Exceptional building and district leaders understand that leadership is larger than themselves. They recognize that one of their greatest responsibilities is to build upon, and develop the leadership qualities of others in the organization. To do this requires an understanding of the strengths, passions, and interests of the faculty or staff. This understanding can only come if the leader is willing to engage, develop and cultivate relationships. It is important and critical work.
So, how does a building or district leader go about forging relationships within the organization? Here are some starting points:
- Be friendly. Being friendly and approachable, and greeting staff and students each day is a small way that you can have a positive impact. The golden rule works well here, treat others the way that you would like to be treated. It is also worthwhile to remember that you can catch more flies with honey, than with vinegar.

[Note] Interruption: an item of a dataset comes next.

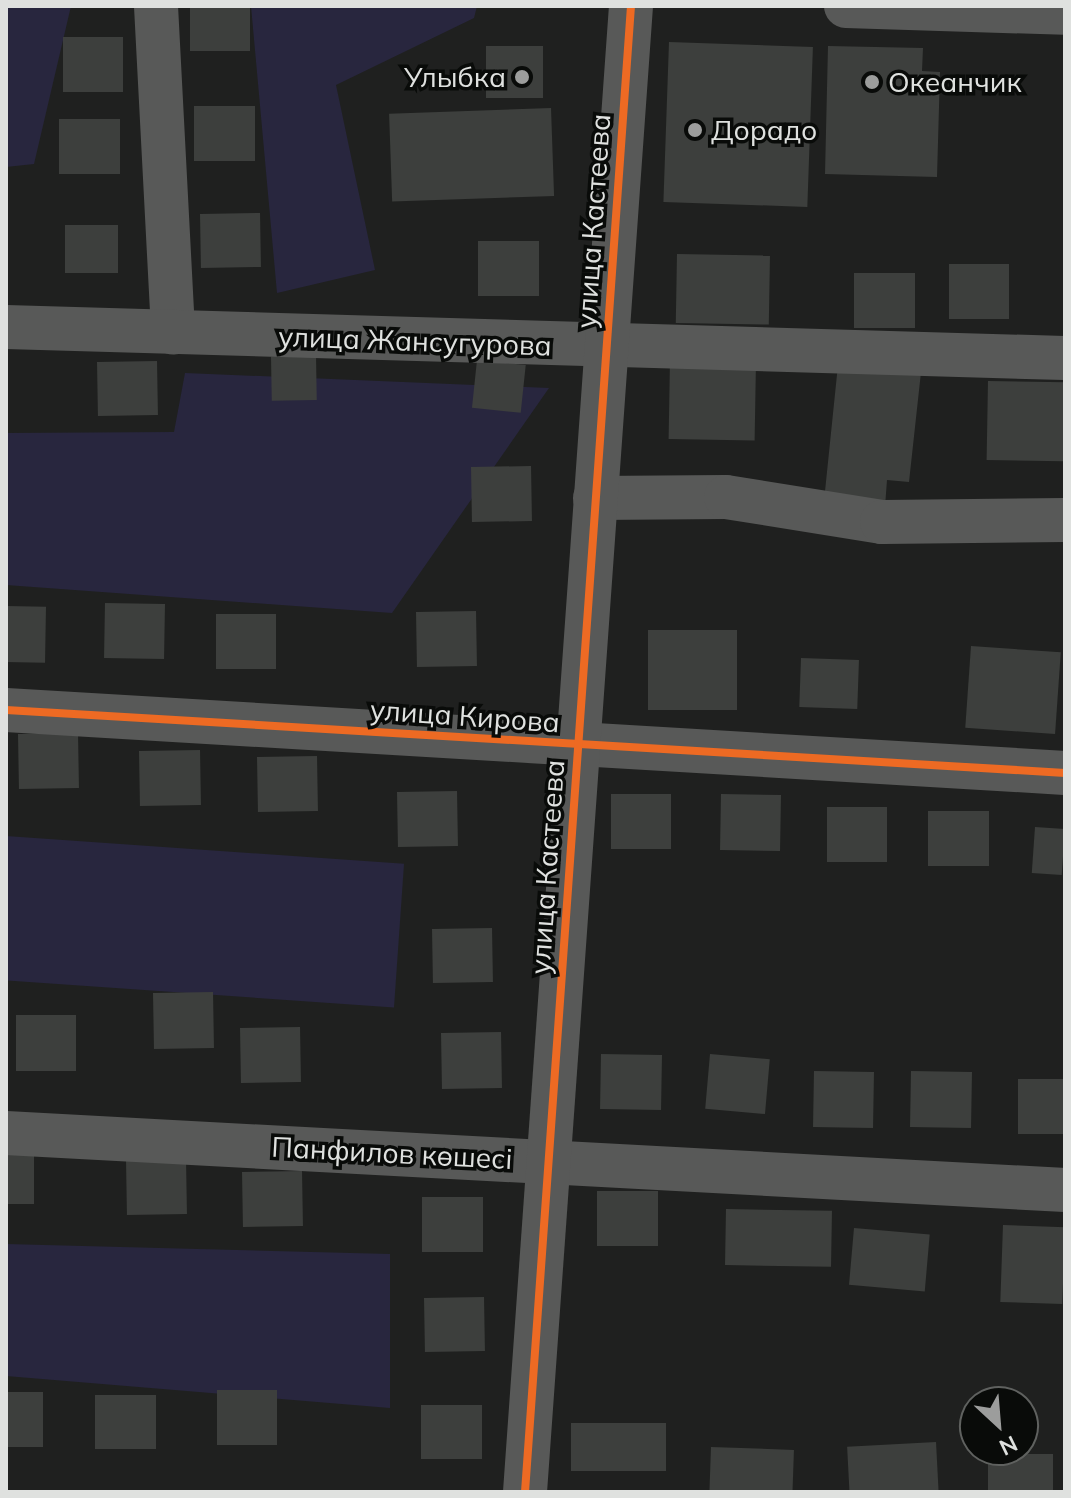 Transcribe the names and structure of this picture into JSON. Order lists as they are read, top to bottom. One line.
{"streets":{"street":["улица Кастеева","улица Жансугурова","улица Кирова","Панфилов көшесі"]},"crossings":[["улица Кастеева","улица Жансугурова"],["улица Кастеева","улица Кирова"],["улица Кастеева","Панфилов көшесі"]],"places":["Улыбка","Океанчик","Дорадо"],"north":"bottom right"} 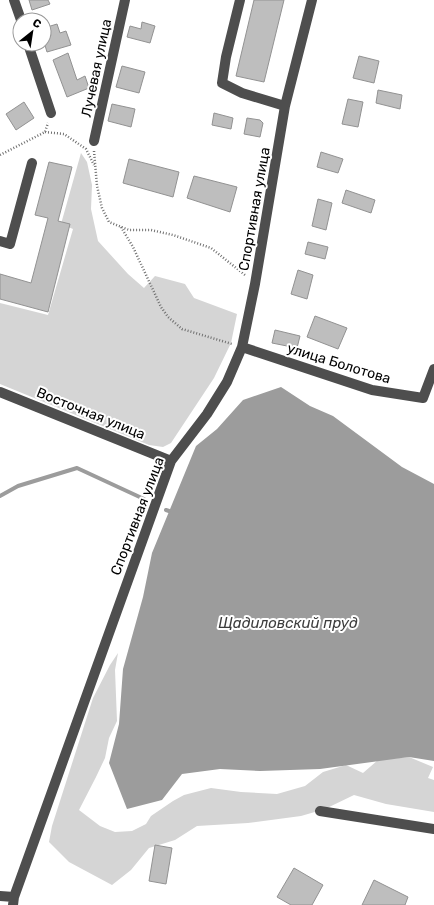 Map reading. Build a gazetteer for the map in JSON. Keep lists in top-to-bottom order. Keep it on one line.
{"streets":{"street":["Лучевая улица","Спортивная улица","улица Болотова","Восточная улица"]},"crossings":[["Спортивная улица","улица Болотова"],["Спортивная улица","Восточная улица"]],"water":["Щадиловский пруд"],"north":"top right"}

- Be present. Take an interest in the work and learning of others. Actively listen to those around you, and when possible lift their voice. Be visible by spending as much time outside of the office as possible, and be approachable by having an open door policy.
- Be vulnerable. Vulnerability is not a sign of weakness, but one of strength, and it will encourage others to do the same.
- Have concern. Leaders must demonstrate their capacity to care and show true empathy and compassion for others.
- Acknowledge the contributions of others. Whenever possible (and it is always possible), find novel ways to acknowledge the contributions of others. Build up the organization's capacity by recognizing the good that is already there.
When leaders take the time to invest in others, the result is trust and a shared understanding. The meaningful relationships that develop, ultimately increases a leader's sphere of influence.